[Task statement]:
Look through the records that follow. Copy every line containing the word "lane".

--- START ---

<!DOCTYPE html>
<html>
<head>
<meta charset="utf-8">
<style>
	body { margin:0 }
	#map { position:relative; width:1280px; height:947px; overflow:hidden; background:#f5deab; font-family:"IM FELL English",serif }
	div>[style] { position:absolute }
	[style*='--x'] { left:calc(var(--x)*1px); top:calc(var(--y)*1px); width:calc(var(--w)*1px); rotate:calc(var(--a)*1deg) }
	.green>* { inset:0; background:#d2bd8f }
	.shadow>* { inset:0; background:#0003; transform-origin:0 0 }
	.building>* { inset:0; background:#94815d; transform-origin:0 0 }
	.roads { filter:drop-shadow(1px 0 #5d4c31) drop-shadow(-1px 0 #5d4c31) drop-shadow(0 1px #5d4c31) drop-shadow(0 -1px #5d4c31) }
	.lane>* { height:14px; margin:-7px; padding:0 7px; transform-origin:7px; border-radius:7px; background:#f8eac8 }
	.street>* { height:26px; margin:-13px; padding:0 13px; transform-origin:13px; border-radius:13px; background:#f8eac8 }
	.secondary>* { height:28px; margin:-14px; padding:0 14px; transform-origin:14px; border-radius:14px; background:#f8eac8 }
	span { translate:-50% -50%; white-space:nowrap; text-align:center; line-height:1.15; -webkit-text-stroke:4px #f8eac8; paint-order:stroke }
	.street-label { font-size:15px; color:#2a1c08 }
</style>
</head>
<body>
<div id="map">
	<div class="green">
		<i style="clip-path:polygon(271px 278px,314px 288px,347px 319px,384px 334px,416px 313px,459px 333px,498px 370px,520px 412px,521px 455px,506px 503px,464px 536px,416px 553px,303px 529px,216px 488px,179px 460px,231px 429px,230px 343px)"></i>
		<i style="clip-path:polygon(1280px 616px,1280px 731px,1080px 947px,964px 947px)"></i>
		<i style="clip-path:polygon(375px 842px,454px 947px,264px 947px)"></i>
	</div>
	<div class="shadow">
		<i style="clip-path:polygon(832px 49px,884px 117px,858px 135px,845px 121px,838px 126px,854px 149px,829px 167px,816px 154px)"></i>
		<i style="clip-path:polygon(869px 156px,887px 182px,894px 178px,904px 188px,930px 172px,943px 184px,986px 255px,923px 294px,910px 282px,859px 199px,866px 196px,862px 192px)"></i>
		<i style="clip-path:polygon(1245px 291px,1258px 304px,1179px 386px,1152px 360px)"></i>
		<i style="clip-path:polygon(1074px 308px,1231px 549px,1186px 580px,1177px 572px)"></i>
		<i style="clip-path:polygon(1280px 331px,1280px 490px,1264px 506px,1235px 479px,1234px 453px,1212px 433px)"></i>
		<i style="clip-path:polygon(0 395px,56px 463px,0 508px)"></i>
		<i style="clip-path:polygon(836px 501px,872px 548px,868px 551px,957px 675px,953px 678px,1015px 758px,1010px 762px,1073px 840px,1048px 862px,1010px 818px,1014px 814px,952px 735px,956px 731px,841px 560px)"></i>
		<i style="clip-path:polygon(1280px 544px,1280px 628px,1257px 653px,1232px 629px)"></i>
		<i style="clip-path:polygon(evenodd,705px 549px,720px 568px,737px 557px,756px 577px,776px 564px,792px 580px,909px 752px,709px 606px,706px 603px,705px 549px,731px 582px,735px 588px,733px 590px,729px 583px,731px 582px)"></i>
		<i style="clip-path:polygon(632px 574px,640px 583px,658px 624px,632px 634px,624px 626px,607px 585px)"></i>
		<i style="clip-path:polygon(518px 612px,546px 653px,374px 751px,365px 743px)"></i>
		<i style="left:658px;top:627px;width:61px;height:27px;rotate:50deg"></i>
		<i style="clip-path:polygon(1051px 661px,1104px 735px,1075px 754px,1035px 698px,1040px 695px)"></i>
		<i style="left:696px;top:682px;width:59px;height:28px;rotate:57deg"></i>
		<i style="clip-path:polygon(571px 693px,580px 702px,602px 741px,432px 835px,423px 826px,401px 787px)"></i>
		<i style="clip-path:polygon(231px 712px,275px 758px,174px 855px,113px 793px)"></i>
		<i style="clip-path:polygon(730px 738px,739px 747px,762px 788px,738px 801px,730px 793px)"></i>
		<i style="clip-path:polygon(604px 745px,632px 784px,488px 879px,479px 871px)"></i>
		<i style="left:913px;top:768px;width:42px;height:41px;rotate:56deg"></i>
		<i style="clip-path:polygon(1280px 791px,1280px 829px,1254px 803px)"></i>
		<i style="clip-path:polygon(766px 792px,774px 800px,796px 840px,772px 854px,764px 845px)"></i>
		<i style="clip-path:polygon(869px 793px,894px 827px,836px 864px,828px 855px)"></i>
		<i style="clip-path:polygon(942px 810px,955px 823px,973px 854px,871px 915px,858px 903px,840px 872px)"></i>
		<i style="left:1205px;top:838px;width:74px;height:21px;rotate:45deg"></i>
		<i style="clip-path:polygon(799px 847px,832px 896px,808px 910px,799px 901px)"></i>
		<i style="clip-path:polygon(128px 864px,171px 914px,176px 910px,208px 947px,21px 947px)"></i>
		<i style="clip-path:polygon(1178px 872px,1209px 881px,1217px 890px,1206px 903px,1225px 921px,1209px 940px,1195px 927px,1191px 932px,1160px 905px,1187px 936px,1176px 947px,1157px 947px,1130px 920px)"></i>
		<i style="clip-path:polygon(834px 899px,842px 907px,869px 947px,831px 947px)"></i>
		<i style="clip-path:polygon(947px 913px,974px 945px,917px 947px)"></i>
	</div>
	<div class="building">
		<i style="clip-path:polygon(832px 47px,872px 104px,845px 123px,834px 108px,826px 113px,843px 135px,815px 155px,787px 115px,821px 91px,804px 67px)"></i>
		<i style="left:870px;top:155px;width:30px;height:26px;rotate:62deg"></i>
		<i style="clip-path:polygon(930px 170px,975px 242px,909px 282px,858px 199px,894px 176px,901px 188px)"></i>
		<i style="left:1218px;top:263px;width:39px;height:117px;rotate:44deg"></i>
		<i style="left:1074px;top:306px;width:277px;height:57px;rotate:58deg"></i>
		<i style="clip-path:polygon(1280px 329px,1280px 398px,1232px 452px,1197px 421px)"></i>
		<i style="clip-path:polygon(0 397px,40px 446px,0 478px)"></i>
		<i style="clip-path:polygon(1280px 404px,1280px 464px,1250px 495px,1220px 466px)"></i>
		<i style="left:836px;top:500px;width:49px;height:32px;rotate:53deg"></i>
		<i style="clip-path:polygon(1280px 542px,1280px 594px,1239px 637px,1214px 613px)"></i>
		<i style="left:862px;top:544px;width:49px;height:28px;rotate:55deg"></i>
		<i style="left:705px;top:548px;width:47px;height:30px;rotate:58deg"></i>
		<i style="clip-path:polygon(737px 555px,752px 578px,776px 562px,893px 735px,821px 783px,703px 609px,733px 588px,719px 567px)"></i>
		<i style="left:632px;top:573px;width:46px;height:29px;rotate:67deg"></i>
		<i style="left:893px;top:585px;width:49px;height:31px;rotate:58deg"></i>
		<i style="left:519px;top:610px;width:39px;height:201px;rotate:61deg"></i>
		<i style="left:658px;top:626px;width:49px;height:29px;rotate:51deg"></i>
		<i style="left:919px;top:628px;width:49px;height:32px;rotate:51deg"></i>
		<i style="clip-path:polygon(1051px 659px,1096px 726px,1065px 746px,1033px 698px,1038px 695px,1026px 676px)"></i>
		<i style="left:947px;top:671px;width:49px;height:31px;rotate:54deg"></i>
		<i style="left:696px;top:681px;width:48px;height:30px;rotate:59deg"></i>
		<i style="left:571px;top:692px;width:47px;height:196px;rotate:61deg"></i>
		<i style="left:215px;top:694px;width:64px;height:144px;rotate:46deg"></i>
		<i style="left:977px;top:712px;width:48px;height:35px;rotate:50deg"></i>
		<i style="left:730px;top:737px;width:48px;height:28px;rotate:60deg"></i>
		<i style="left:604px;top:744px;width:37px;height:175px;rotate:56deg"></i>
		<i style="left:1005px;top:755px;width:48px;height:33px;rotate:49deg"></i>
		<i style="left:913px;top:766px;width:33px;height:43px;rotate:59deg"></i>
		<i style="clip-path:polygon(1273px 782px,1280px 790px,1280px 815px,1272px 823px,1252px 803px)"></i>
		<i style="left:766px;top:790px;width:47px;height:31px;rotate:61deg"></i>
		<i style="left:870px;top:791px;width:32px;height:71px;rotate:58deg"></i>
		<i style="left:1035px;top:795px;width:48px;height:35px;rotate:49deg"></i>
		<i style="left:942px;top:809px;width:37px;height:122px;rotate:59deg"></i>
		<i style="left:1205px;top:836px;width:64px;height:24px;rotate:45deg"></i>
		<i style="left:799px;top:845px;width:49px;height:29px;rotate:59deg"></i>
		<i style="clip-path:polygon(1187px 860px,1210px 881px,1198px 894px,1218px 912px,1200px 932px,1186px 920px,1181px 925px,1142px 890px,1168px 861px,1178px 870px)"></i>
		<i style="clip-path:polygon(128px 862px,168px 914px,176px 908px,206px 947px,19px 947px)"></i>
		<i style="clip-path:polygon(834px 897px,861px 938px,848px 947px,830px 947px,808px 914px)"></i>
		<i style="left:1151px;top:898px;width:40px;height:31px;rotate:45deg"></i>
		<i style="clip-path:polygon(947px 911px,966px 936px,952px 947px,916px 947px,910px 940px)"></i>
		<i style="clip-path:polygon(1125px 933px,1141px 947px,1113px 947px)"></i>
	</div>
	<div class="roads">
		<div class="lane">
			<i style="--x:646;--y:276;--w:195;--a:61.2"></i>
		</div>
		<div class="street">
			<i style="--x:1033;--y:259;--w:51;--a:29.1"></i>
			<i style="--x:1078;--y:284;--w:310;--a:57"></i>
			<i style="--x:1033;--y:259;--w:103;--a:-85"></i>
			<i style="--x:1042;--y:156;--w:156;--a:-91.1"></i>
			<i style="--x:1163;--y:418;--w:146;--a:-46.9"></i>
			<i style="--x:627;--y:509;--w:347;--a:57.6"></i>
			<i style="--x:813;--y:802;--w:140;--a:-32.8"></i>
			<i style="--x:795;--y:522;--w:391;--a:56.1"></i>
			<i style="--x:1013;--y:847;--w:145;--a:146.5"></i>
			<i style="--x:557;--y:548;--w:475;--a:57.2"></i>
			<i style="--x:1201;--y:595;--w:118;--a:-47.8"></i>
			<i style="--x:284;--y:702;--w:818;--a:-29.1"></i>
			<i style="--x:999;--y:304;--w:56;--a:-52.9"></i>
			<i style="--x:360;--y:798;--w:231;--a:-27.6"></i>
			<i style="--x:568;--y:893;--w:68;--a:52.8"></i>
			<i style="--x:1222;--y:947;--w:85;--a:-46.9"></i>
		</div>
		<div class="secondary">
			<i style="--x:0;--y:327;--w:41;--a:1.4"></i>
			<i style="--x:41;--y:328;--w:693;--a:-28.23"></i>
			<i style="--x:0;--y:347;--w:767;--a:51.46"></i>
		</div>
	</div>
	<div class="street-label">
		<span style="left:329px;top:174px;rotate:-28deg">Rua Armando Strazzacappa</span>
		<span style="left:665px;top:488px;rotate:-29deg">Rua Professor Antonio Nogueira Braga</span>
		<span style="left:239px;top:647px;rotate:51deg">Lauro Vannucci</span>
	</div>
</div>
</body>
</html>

--- END ---

[Solution]:
	.lane>* { height:14px; margin:-7px; padding:0 7px; transform-origin:7px; border-radius:7px; background:#f8eac8 }
		<div class="lane">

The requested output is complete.